O Ministro dos Negócios Estrangeiros da Ucrânia, Pavlo Klimkin, viajou até Tóquio, onde se encontrou oficialmente com o seu homólogo, Fumio Kishida, e com Shinzo Abe, primeiro-ministro do Japão. No cenário de crise aguda entre a Rússia e a Ucrânia, o Japão expressa desta forma o seu apoio e reconhecimento a Kiev. Por seu lado, a Ucrânia reencontra mais um importante aliado, sabendo que só uma forte integração e apoio internacionais lhe poderão valer face à pressão do seu gigante vizinho.

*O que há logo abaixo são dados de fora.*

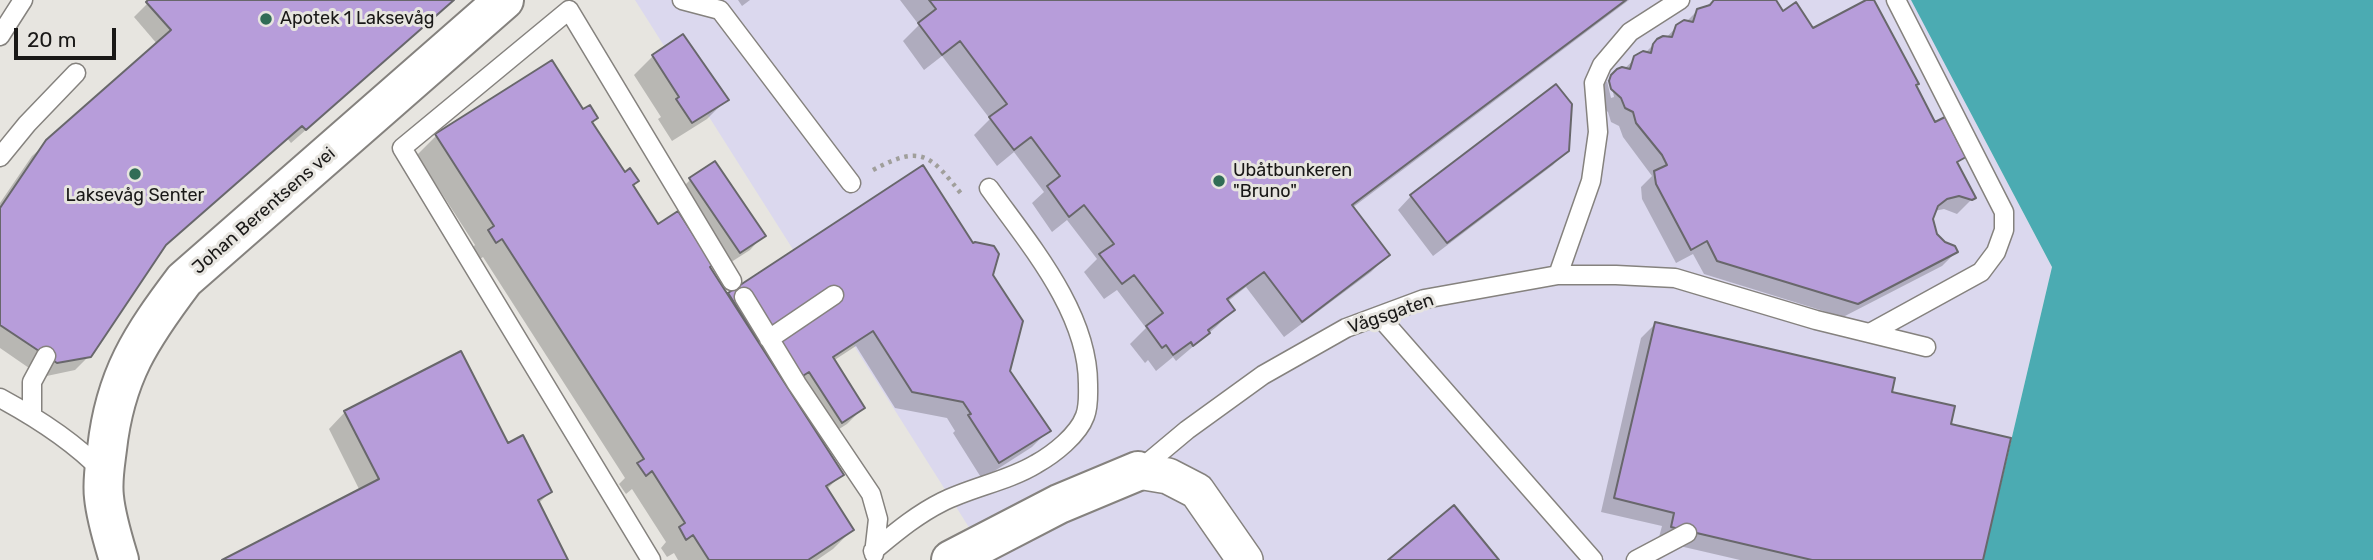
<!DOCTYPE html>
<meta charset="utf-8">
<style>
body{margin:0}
#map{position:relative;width:2373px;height:560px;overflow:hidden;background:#e7e5e0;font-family:Rubik,sans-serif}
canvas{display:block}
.scale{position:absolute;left:14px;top:28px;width:102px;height:32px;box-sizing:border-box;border:4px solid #191817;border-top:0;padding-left:9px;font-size:21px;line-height:24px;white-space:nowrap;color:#191817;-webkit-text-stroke:5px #e7e5e0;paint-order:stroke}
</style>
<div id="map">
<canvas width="2373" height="560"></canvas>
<div class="scale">20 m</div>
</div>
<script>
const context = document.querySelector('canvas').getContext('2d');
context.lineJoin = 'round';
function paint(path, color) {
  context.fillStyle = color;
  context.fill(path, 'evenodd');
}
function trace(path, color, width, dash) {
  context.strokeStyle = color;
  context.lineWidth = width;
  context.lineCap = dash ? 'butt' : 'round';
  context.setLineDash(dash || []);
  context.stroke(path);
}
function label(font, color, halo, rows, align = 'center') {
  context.font = font + ' Rubik,sans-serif';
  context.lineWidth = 6;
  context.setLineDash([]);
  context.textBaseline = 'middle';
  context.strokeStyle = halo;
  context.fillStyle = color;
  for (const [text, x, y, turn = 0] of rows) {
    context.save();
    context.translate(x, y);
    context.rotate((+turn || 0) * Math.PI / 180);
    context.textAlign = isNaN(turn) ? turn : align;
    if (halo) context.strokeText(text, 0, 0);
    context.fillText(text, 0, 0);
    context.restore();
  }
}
const industrial = new Path2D(`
 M635 0H1911L2052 267 1983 560H940L977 540Z`);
const water = new Path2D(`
 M1911 0H2373V560H1983L2052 267Z`);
const shadow = new Path2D(`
 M151 0H454L291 143 287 138 162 248 90 355 75 370 42 377 0 348V203L32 156 158 45 134 17Z
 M738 0H750L742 6Z
 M900 0H1629L1352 208 1388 255 1371 272 1284 337 1246 287 1227 302 1233 310 1216 327 1176 361 1173 357 1156 371 1148 360 1145 363 1130 344 1146 328 1117 290 1104 299 1084 272 1097 259 1067 220 1052 232 1032 203 1044 192 1014 152 997 166 974 135 990 119 942 56 924 70 903 41 919 25Z
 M1713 0H1773L1782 14 1812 30 1872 0 1935 124 1963 157 1956 164 1973 198 1957 214 1944 209 1934 211 1931 219 1935 235 1956 252 1942 266 1843 317 1704 274 1693 254 1676 263 1642 199 1641 187 1652 176 1623 137 1619 126 1611 122 1608 112 1597 103V91L1607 81 1611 98 1614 97 1611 81H1607L1618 71 1624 69 1639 55H1643L1658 40 1666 38 1680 23H1685L1698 10 1705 8Z
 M653 56 726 100 707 119 672 141 658 119 661 117 634 75Z
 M590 123 657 226 708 268 727 296 729 294 991 275 1008 372 1048 431 1032 447 982 479 953 433 955 431 947 418 895 408 856 346 833 361 863 408 847 424 825 438 792 387 787 390 842 474 826 490 852 530 833 549 817 560H678L674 553 667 557 661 548 666 542 632 489 626 494 619 484 625 478 483 257 477 261 470 250 475 245 417 155 436 136Z
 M1567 150 1553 165 1433 256 1398 210 1411 196Z
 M691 179 763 236 750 250 725 266 677 193Z
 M1655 324 1890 393 1949 425 1981 560H1740L1658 541 1662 526 1601 512 1641 338Z
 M345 412 508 445 550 492 538 504 566 560H226L360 491 329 429Z`);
const building = new Path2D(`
 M148 0H454L306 130 302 126 166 245 91 357 57 363 0 325V208L46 140 171 30 146 2Z
 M929 0H1626L1352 205 1390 255 1302 322 1264 272 1227 299 1235 310 1208 330 1210 333 1193 346 1191 342 1173 355 1166 345 1162 348 1146 326 1163 313 1134 275 1122 284 1099 254 1114 244 1084 205 1069 217 1047 186 1060 176 1031 137 1014 150 989 117 1007 104 960 41 942 55 918 23 936 9Z
 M1714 0H1776L1783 11 1796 2 1813 28 1866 0H1874L1919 84 1916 85 1935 122 1945 117 1966 157 1957 162 1976 198 1972 200 1959 196 1947 199 1938 206 1933 219 1937 234 1945 242 1955 246 1958 252 1858 304 1717 261 1707 241 1691 250 1656 184 1654 171 1667 165 1662 155 1636 123 1633 112 1625 108 1621 98 1611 89 1609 81 1611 75 1617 69 1622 67 1630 69 1634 56 1643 51 1651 53 1653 44 1657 39 1663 36 1672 37 1676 25 1684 20 1693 22 1697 9 1710 5Z
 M683 34 729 100 692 123 676 99 679 97 652 55Z
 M552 60 583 109 590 105 598 118 592 122 625 172 630 168 639 181 633 185 658 224 678 211 713 265 710 267 844 475 826 486 854 530 808 560H709L693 535 686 540 679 527 685 523 652 471 646 476 637 463 644 459 502 239 496 243 488 230 494 226 435 134Z
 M1556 84 1572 104 1569 151 1447 243 1410 195Z
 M715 161 766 236 740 253 689 178Z
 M923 165 973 243 975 242 994 246 999 254 993 275 1023 321 1010 371 1051 431 999 463 968 415 971 414 963 402 912 392 873 331 833 357 865 408 842 423 809 372 787 386 728 293Z
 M1655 322 1895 378 1892 392 1955 406 1951 424 2011 438 1983 560H1812L1671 527 1674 513 1614 498Z
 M461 351 508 443 523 435 552 492 538 500 568 560H222L379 479 344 411Z
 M1454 505 1499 560H1388Z`);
const path = new Path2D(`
 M873 170C923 143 931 156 963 196`);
const lane = new Path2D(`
 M682 0 720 10 851 183
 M0 36 23 0
 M0 157 27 124 76 73
 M1558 275 1591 181 1598 132 1594 83 1602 65 1630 32 1680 0
 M744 297 797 384 871 494 878 519 874 554
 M1379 316 1593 560
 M1870 333 1981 272 1996 252 2004 230V212L1896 0
 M769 339 834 295
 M0 398C37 418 73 441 102 471
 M32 415V382L46 356
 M1138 471 1187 430 1263 375 1346 328 1424 299 1558 275H1616L1675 278 1816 320 1926 347
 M873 551C895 533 916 515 942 502 972 487 1008 481 1036 464 1054 454 1078 435 1085 416 1089 406 1088 394 1088 384 1088 312 1029 244 989 188
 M651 560 402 148 569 10 732 281
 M1636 560 1687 533`);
const street = new Path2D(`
 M1138 471 1168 476 1197 491 1245 560`);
const secondary = new Path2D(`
 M119 560C113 540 106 518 104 497 102 481 105 465 107 449 115 376 141 337 184 280L504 0
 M951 560 1059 504 1138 471`);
const markers = [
 [266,19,7,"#316c56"],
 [135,174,7,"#316c56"],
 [1219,181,7,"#316c56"]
];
const poiNames = [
 ["Apotek 1 Laksevåg",280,19],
 ["Ubåtbunkeren",1233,171],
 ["\"Bruno\"",1233,192],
 ["Laksevåg Senter",135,196,"center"]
];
const streetNames = [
 ["Johan Berentsens vei",264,211,-41],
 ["Vågsgaten",1391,314,-19]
];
paint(industrial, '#dbd8ee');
paint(water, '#4babb2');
paint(shadow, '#0003');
paint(building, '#b79dda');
trace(building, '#68676b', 2);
trace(lane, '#85827e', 21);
trace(street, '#85827e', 38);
trace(secondary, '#85827e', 42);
trace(path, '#a09f9b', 4.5, [3.5, 5]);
trace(lane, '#fff', 18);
trace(street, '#fff', 35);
trace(secondary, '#fff', 38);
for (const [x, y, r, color] of markers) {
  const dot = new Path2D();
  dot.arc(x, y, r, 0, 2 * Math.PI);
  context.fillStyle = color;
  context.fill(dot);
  trace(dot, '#e7e5e0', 2.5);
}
label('18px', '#191817', '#e7e5e0', poiNames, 'left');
label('18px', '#191817', '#e7e5e0', streetNames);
</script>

Em jeito de brincadeira, o ministro ucraniano publicou uma foto no Twitter, referindo que a escolha das gravatas - reproduzindo as cores da bandeira da Ucrânia - não foi intencional.


Pavlo Klimkin deixou, na presença dos seus aliados de Tóquio, vários recados à comunidade internacional. Relembrou a necessidade de fechar a fronteira com a Rússia, uma vez que os separatistas estarão a receber apoio militar da "Mãe Rússia" - uma alegação sempre negada por Moscovo. Reiterou também que a normalização das relações com o vizinho só poderá surgir com a devolução da Crimeia. Recorde-se que se assinala este mês o primeiro aniversário da anexação formal da província ucraniana da Crimeia por Moscovo - um fait-accompli que não teve resposta directa por parte de Kiev ou da comunidade internacional. O ministro ucraniano apelou ainda ao cumprimento dos acordos de Minsk.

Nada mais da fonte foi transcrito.